Amazing post as always, I’m so glad you do this!
You’re right, that was out of date; fixed in both copies.
Thank you! I think the new text is more accurate and I appreciate your quick response.
I think that the following would be valuable additions:
Recommending which organizations to work for in addition to which to donate to.
Giving your opinion as to which organizations meet a “bar for funding”, or are “net positive”
Alternatively, ranking organizations,
or trying to compare them using this utility function extractor (though that would take ~<84 comparisons for the 23 non-meta organizations, which could be something of a slog)
Also, rot13, V jbhyq unir yvxrq gb frr n svany erpbzzraqngvba sbe gur bowrpg-yriry betnavmngvbaf vs gur YGSS/OREV/zrgn-betf jrer abg na bcgvba. Vg srryf yvxr qbvat fb jbhyq or vasbezngvir gb ynetre shaqref nf jryy nf gb gur YGSS vgfrys
I think the review of MIRI should drop AIRCS as, according to their website, the most recent workshop was in February 2020.
I think there is another AIRCS-like workshop planned this January. But not fully sure how MIRI-affiliated that one is.
Nitpicks:
David was a CHAI intern while working on that paper (this is noted in a footnote on the front page, a common practice for papers). So that one is entirely a CHAI paper.
Redwood isn’t inside a company afaik?
Thanks, fixed.

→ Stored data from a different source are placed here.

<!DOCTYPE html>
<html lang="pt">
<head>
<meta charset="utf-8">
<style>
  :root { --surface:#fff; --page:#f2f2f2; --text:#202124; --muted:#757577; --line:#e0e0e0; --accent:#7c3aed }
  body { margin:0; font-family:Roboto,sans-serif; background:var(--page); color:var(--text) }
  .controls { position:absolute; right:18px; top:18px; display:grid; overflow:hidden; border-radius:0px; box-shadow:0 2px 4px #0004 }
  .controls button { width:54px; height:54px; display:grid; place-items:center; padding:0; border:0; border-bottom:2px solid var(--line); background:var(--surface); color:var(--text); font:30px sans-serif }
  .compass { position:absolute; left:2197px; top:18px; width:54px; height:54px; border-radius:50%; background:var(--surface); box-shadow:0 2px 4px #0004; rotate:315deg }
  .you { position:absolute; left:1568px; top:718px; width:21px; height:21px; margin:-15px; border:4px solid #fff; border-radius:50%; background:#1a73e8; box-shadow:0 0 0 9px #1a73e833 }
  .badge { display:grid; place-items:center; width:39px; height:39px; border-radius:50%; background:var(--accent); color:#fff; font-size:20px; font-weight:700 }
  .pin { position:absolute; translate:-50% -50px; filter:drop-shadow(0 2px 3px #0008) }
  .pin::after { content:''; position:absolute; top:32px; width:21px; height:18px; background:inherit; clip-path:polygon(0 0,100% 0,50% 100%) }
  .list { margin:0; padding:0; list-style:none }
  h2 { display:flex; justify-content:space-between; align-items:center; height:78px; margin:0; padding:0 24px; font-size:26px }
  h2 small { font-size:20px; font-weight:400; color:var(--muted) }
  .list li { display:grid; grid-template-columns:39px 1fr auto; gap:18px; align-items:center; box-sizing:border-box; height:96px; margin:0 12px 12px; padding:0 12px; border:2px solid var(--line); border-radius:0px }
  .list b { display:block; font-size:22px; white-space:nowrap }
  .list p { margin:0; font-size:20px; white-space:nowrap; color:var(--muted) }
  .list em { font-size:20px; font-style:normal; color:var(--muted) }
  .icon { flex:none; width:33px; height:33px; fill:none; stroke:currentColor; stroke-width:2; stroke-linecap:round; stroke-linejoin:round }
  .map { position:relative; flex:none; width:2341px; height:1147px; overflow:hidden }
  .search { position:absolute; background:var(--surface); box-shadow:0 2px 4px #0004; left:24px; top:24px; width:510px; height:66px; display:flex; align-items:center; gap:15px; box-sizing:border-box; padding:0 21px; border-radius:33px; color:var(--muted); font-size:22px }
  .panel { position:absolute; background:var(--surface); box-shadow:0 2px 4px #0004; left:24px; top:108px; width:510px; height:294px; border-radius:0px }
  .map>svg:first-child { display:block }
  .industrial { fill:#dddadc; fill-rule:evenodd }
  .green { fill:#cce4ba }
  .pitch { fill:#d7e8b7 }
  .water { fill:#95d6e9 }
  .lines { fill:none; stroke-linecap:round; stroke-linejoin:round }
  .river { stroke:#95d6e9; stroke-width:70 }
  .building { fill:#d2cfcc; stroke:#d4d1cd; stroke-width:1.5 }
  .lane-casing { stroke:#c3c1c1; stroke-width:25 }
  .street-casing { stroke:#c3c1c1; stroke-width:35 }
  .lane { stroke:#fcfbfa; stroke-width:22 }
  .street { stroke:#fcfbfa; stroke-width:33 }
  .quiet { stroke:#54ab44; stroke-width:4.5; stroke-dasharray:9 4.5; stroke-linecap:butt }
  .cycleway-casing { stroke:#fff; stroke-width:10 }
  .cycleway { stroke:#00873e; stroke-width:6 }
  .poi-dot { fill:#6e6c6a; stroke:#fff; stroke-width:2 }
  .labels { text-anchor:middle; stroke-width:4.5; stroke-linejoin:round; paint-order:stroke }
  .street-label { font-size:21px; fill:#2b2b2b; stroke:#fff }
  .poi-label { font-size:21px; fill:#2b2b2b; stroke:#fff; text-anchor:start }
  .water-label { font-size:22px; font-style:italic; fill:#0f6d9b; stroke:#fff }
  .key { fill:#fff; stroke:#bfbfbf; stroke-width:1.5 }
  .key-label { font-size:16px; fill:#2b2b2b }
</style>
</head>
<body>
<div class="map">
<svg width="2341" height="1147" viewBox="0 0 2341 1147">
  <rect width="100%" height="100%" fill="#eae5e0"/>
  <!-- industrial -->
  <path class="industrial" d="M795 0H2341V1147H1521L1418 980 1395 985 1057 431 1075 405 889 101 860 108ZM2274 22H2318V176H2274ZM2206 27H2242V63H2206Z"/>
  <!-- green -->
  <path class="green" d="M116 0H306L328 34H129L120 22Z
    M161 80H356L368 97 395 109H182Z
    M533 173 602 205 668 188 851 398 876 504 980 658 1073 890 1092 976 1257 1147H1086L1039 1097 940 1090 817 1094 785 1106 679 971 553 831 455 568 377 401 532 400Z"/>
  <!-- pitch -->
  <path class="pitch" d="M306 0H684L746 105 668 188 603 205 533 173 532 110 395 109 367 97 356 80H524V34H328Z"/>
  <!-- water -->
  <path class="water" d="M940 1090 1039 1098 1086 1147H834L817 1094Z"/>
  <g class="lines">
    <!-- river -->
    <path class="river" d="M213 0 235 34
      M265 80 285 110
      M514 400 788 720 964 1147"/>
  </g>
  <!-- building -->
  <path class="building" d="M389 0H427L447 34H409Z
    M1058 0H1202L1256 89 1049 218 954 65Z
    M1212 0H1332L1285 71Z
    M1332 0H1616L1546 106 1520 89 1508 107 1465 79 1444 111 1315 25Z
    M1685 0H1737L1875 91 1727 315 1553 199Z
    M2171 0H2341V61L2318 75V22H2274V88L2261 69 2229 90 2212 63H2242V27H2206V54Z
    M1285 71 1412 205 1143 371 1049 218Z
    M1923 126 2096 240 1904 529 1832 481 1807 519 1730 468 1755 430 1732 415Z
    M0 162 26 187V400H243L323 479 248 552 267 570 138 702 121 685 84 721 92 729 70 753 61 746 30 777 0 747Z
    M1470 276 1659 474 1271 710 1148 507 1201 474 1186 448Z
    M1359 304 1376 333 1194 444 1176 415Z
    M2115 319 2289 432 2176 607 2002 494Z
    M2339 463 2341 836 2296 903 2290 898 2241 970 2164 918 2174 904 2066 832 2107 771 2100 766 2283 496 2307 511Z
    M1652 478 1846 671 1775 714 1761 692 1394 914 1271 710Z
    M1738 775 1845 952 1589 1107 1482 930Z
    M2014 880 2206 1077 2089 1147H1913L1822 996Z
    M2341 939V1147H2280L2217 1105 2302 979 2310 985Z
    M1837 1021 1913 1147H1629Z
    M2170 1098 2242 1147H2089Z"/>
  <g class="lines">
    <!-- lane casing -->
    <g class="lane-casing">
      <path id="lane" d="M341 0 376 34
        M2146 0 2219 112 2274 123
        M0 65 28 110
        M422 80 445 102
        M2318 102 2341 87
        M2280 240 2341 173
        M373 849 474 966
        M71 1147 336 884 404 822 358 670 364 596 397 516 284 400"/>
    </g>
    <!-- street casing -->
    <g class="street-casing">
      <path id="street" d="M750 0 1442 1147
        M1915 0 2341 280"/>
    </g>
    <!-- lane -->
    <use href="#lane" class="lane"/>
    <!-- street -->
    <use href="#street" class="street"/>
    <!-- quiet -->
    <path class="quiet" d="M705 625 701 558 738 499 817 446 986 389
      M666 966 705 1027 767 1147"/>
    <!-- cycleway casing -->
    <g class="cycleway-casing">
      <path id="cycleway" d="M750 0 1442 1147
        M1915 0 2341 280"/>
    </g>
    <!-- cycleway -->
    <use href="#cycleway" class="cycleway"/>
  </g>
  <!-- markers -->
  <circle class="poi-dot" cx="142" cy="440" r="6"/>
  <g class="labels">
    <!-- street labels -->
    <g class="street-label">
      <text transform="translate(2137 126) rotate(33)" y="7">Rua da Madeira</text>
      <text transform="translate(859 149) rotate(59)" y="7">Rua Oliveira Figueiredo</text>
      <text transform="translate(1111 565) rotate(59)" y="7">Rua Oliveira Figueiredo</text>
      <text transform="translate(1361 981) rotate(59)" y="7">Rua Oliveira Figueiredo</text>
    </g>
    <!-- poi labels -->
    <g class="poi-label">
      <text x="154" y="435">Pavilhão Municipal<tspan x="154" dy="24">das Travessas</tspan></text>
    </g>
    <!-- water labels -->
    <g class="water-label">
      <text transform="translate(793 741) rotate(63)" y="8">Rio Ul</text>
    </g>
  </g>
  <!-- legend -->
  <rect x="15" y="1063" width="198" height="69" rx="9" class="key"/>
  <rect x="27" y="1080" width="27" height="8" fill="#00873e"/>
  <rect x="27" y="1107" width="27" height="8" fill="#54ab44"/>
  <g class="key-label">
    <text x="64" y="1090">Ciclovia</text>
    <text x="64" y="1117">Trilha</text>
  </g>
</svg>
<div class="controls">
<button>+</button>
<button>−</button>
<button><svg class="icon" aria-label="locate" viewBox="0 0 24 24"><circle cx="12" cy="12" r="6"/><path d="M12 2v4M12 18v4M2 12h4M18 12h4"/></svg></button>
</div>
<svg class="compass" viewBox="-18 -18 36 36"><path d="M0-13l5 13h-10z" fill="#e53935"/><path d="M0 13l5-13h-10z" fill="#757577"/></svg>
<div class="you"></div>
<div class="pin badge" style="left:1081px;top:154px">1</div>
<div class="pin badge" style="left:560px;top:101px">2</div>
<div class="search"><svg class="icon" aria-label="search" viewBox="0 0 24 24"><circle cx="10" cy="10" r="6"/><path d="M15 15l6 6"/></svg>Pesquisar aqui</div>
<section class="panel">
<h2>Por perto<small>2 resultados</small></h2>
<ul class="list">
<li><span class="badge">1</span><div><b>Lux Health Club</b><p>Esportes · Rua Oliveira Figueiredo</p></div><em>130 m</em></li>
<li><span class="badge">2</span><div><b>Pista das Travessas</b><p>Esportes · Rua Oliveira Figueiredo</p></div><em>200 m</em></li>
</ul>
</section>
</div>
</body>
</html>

The Redwood comment was an artifact of an earlier version of the sentence that referred to ‘well funded groups’ more generally.
Great stuff, as per usual, and thanks for the kind words about our paper. Our next paper will address whether “2) rely on EU enforcement being so slow it is simply irrelevant” is indeed plausible across a range of scenarios (sneak preview: in some maybe; in others not!), and the one after that argue against “3) pushing for reforms to weaken antitrust laws”.
FYI first sentence is “As in,,, and I have attempted”.
Thanks for writing this!
I think the link at the end of this passage is incorrect—it goes to Truthful AI. I think maybe you meant to link to this?